The module offers a mixture of writing workshops, critical discussions of primary texts and peer reviewing.
Outline syllabus
This is an indicative module outline only to give an indication of the sort of topics that may be covered. Actual sessions held may differ.
Term 1
Week 1 – The Place We’re In
Richard Ford, Wildlife. Penelope Fitzgerald, The Bookshop (Secondary Reading: John Williams, Stoner. Gustave Flaubert, Madame Bovary. Helen Simpson, Hey Yeah Right Get A Life, Constitutional, Cockfosters.)
Week 2 – Other Minds and Other People
“Which Is More Than I Can Say About Some People”, Lorrie Moore, Birds of America. “Hateship, Friendship, Courtship, Loveship, Marriage”, Alice Munro, from the book of the same title. (Secondary Reading: William Trevor, Mrs Eckdorf in O’Neill’s Hotel. Agota Kristof, The Notebook.)
Week 3 – Times, Echoes, Foreshadowings
William Golding, The Inheritors. (Secondary Reading: David Malouf, An Imaginary Life. Marguerite Yourcenar, Memoirs of Hadrian.)
Week 4 – Beyond Genre
Shirley Jackson, We Have Always Lived in the Castle. (Secondary Reading: Philip K. Dick, The Man In The High Castle. Brigid Brophy, The Finishing Touch.)

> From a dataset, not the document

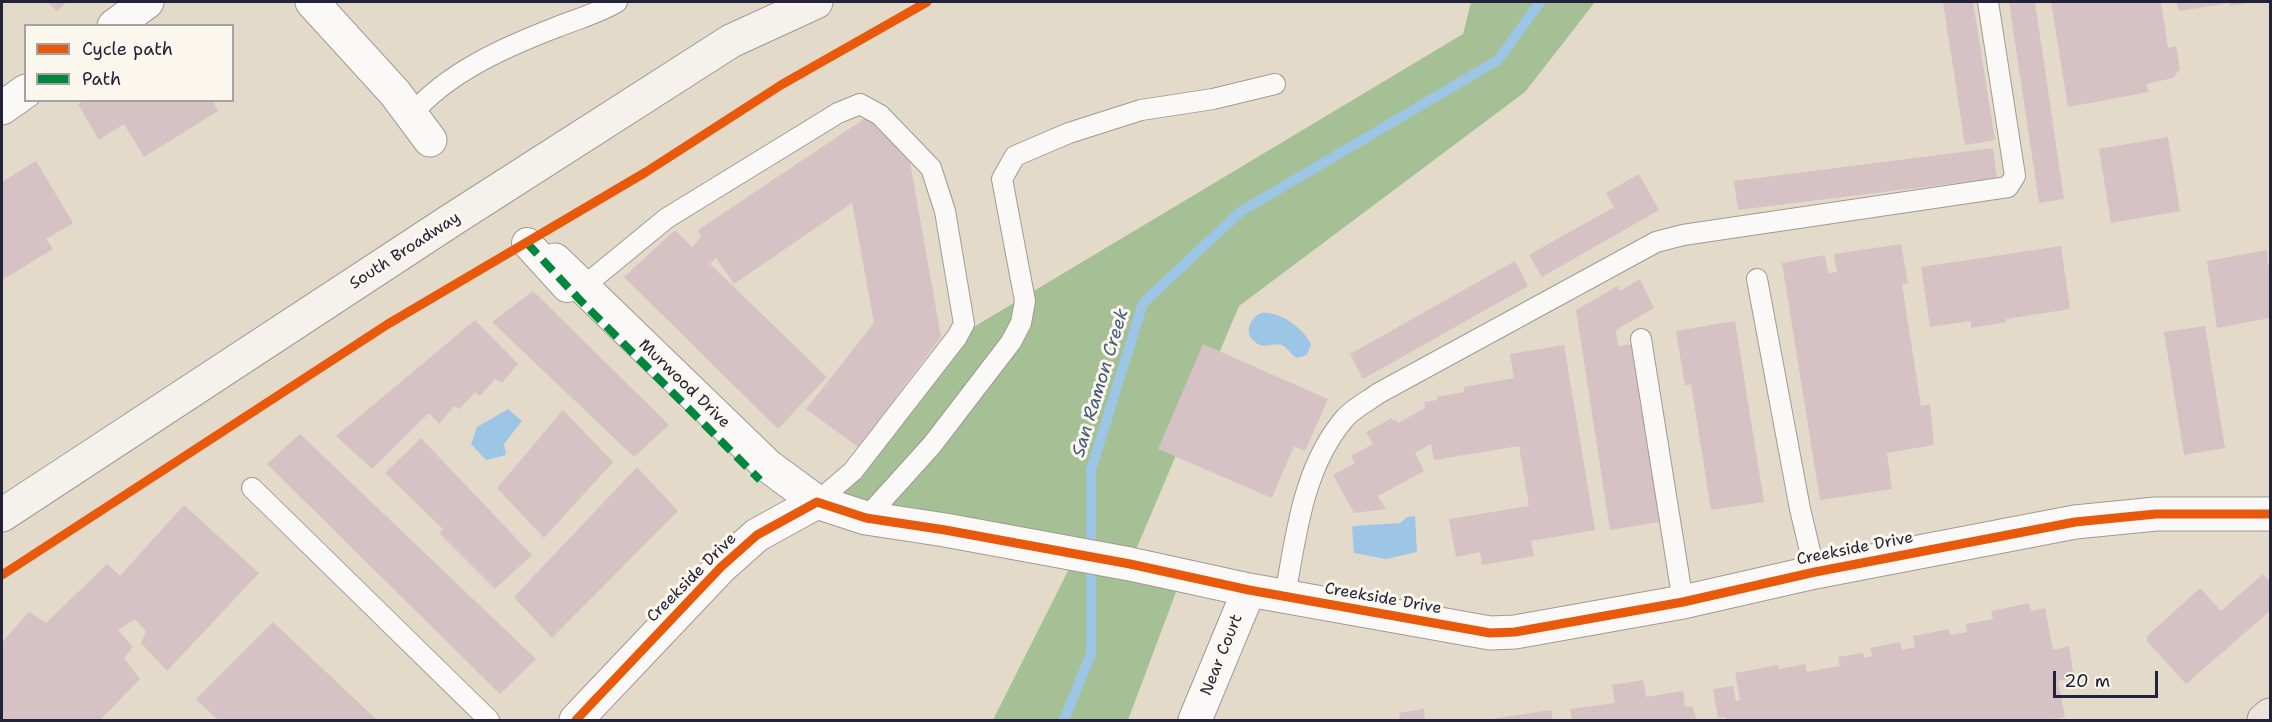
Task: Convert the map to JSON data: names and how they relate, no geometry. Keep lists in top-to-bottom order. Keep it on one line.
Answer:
{"streets":{"main road":["South Broadway"],"street":["Murwood Drive","Creekside Drive","Near Court"]},"crossings":[["Murwood Drive","Creekside Drive"],["Creekside Drive","Near Court"]],"water":["San Ramon Creek"],"legend":["Cycle path","Path"],"scale_bar":"20 m"}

Week 5 – The Idea: Concepts, Paradox, Satire
Jorge Luis Borges, Labyrinths. (Secondary Reading: Danilo Kis, The Encyclopaedia of the Dead. Nikolai Gogol, “The Nose” in Diary of a Madman and Other Stories. Paulette Jonguitud, Mildew.)
Weeks 7–10 – Fiction Workshops and Readings
Please Note: it is essential that students read the primary named texts for each weekly section throughout the year. Familiarity with the books on the secondary and suggested reading lists is also highly desirable.
Term 2
Week 1 – Beyond the Short Story
Snow, Orhan Pamuk
Week 2 – Journeys, Shapes, Maps
The Road, Cormac McCarthy
Week 3 – Keeping Time
On Chesil Beach, Ian McEwan
Week 4 – Voices
Battleborn, Claire Vaye Watkins
Week 5 - Endings, Finales and Conclusions
My Brilliant Friend, Elena Ferrante
Week 6 – Reading Week
Weeks 7-10 – Writing Workshops
Learning outcomes
By the end of the module, students should be able to:
- Generate and develop original creative work to a satisfactory standard.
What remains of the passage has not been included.